Reducing bias in datasets

Published in

Better ML

2 min readOct 11, 2021

When a ml model produces results that are systemically prejudiced due to erroneous assumptions in the training data, it is termed as bias.

In this note we discuss two types of bias and ways to reduce them : sampling bias and data snooping bias.

Sampling bias :

It is a bias in which a sample is collected in such a way that it does not represent the true distribution because of non-random reasons.

Sampling bias can be reduced by making the sample as close to the true distribution (production traffic in case of ml models) as possible.

Simple Random Sampling with replacement :

One strategy is to use random sampling with replacement from production traffic. Sampling without replacement cannot be used since the population will cease to reflect the true distribution after some draws.

Stratified random sampling :

Stratified random sampling is a method of sampling that involves the division of a population into smaller sub-groups known as strata.
Then simple random sampling with replacement is applied within each stratum. Members in each of these sub-groups should be distinct so that every member of all groups get equal opportunity to be selected using simple probability. This sampling method is also called proportional random sampling.

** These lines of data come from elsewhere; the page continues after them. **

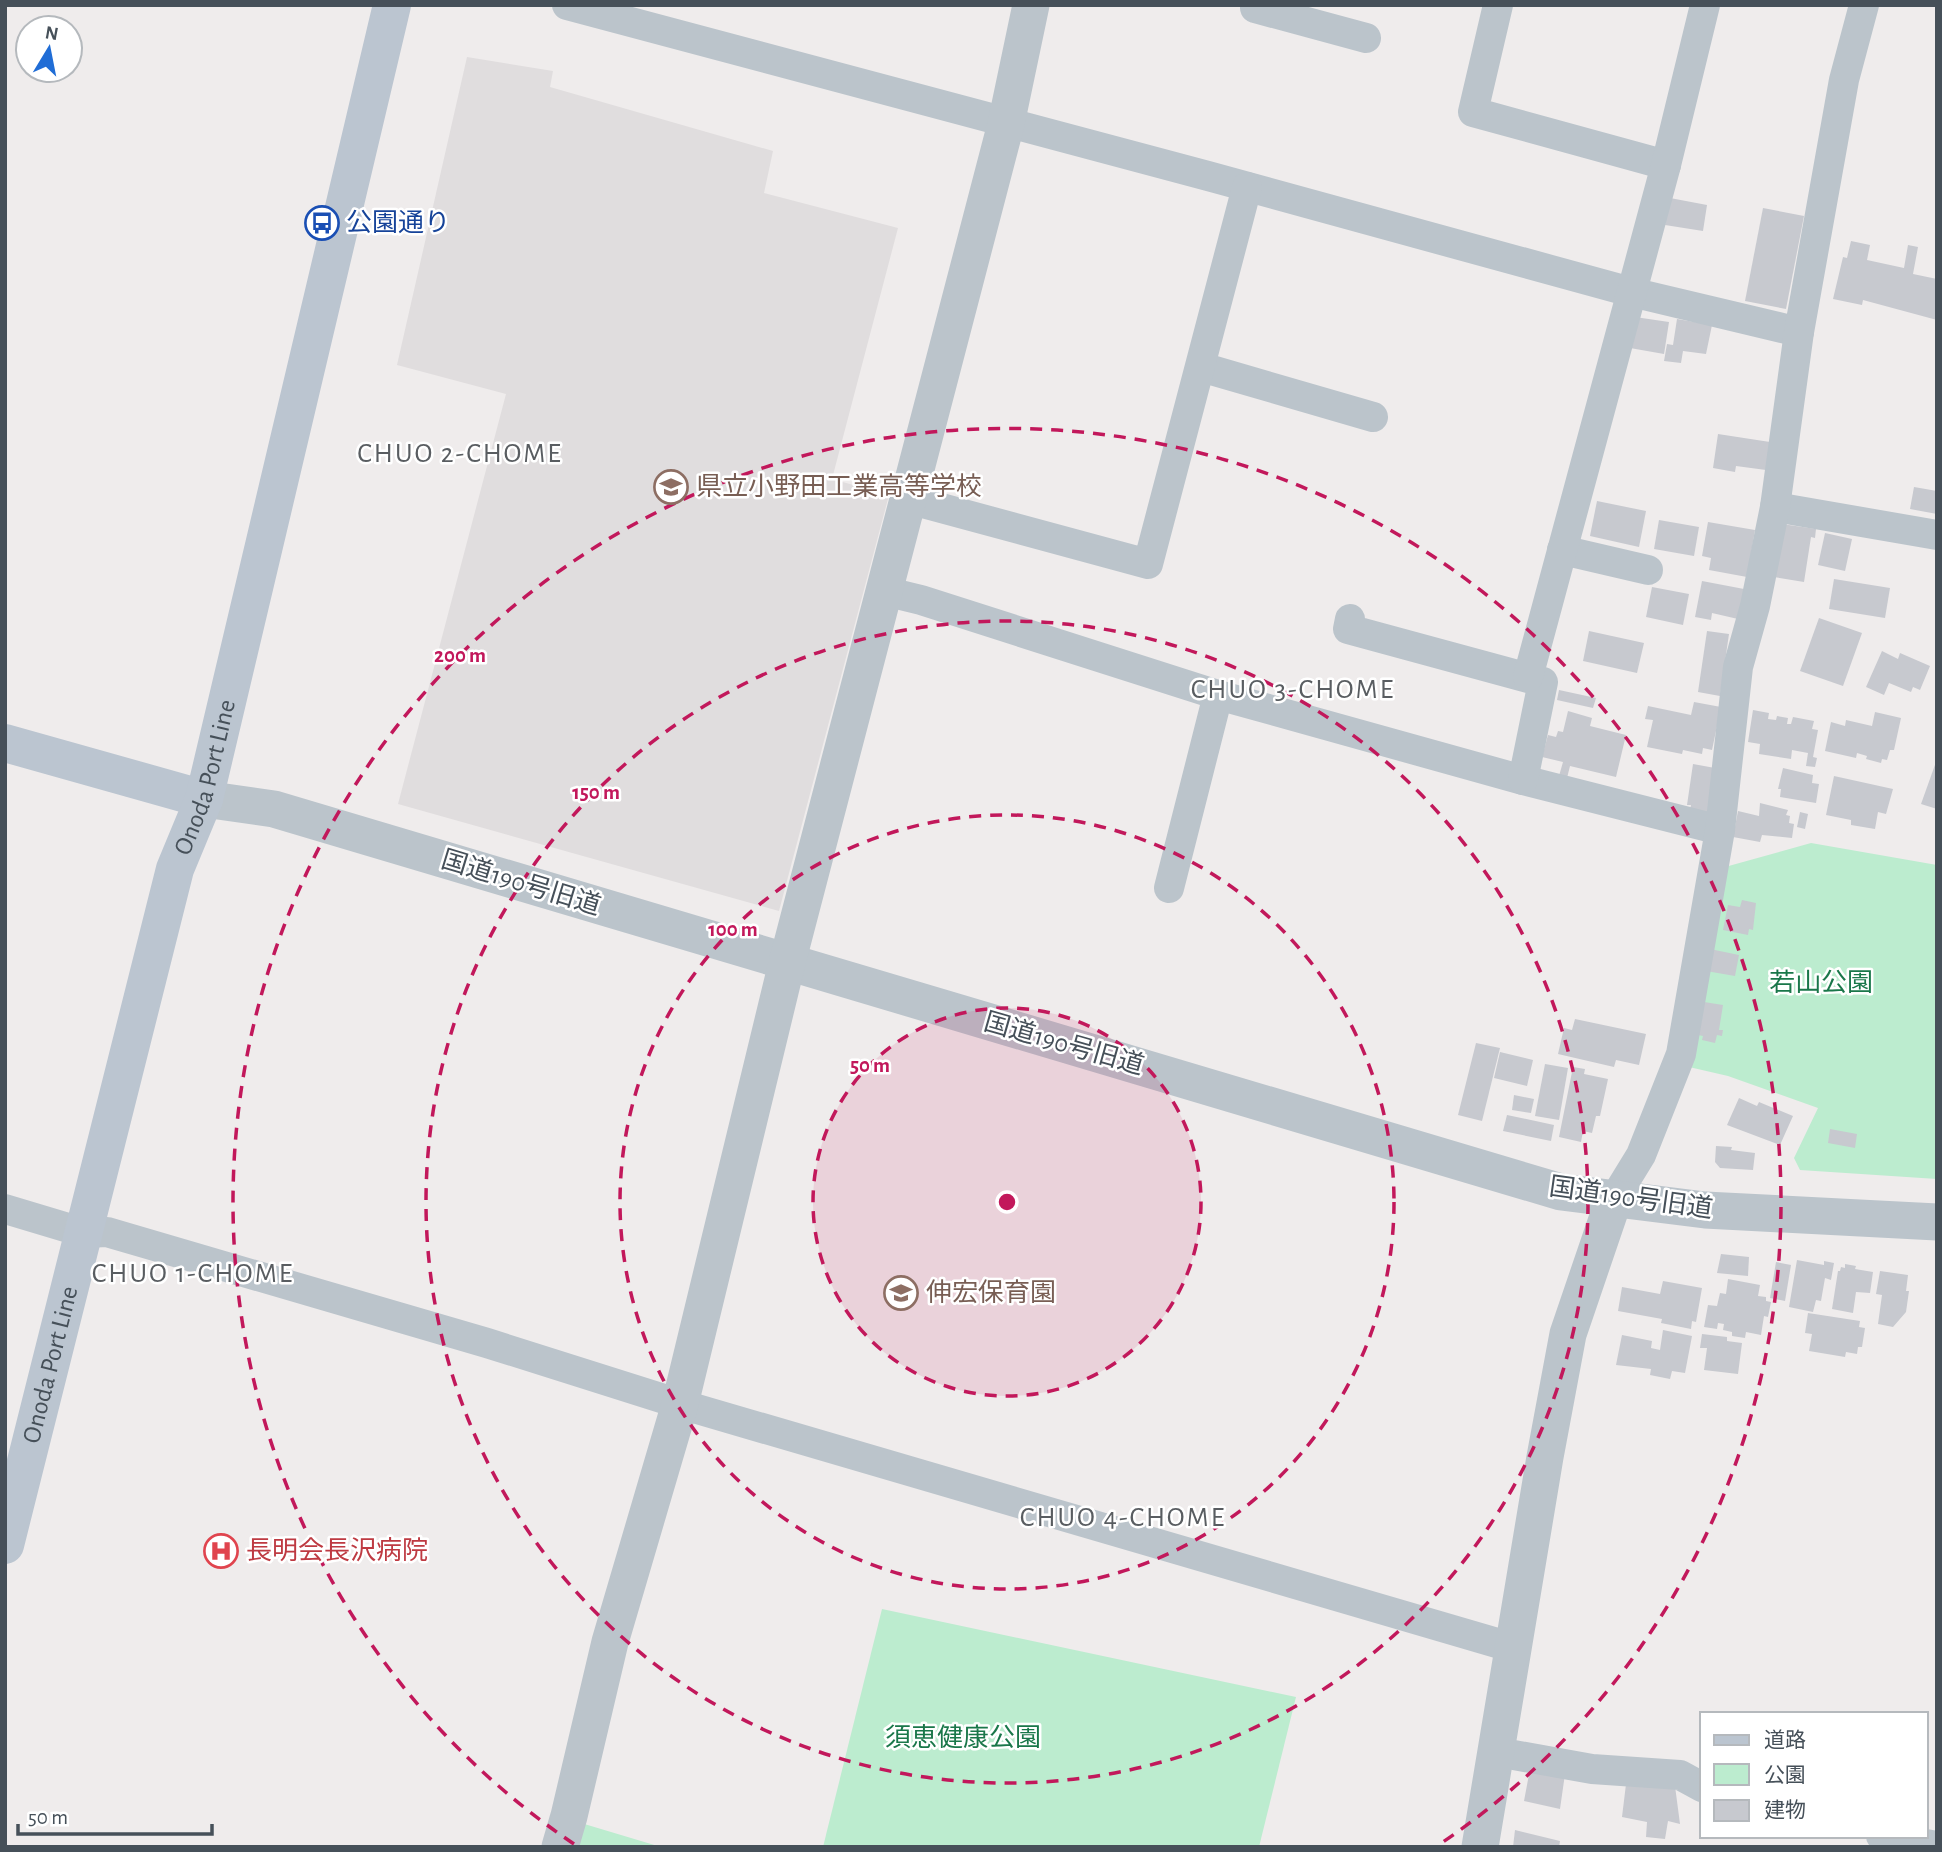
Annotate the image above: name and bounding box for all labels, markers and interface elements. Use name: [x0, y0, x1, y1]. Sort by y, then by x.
north arrow: [14, 14, 84, 84]
text: N: [44, 23, 60, 44]
bus stop icon: 公園通り: [303, 204, 341, 242]
place label: 公園通り: [346, 209, 450, 236]
district label: CHUO 2-CHOME: [357, 440, 563, 468]
school or university icon: 県立小野田工業高等学校: [652, 468, 690, 506]
place label: 県立小野田工業高等学校: [696, 472, 982, 500]
text: 200 m: [434, 645, 486, 666]
district label: CHUO 3-CHOME: [1191, 676, 1395, 704]
street label: Onoda Port Line: [169, 697, 240, 859]
text: 150 m: [572, 782, 620, 803]
street label: 国道190号旧道: [438, 846, 604, 920]
text: 100 m: [708, 919, 758, 940]
park label: 若山公園: [1769, 969, 1873, 996]
street label: 国道190号旧道: [981, 1008, 1147, 1079]
text: 50 m: [850, 1055, 890, 1076]
street label: 国道190号旧道: [1548, 1173, 1715, 1222]
centre of rings: [995, 1190, 1019, 1214]
district label: CHUO 1-CHOME: [92, 1260, 294, 1288]
school or university icon: 伸宏保育園: [882, 1274, 920, 1312]
place label: 伸宏保育園: [926, 1279, 1056, 1306]
street label: Onoda Port Line: [18, 1283, 83, 1446]
district label: CHUO 4-CHOME: [1020, 1504, 1226, 1532]
hospital icon: 長明会長沢病院: [202, 1532, 240, 1570]
place label: 長明会長沢病院: [246, 1537, 428, 1564]
legend: [1700, 1712, 1928, 1838]
park label: 須恵健康公園: [885, 1724, 1041, 1751]
text: 道路: [1764, 1729, 1806, 1751]
text: 公園: [1764, 1765, 1806, 1786]
scale bar: [18, 1792, 212, 1836]
text: 建物: [1764, 1799, 1806, 1821]
text: 50 m: [28, 1807, 68, 1828]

Data snooping in ML model training refers to the phenomenon where test data has been observed / used in some way while training thereby leading to low test set error but high error in production.
The best way to reduce chances of data snooping is to separate out train/ test / tune datasets before any pre-processing. The test dataset should not be processed along with train & tune.
Build tooling to record overlaps in train / test datasets. Any overlap which arises due to non-random reasons should be investigated and removed.
Build monitoring to detect overlaps between training and production data.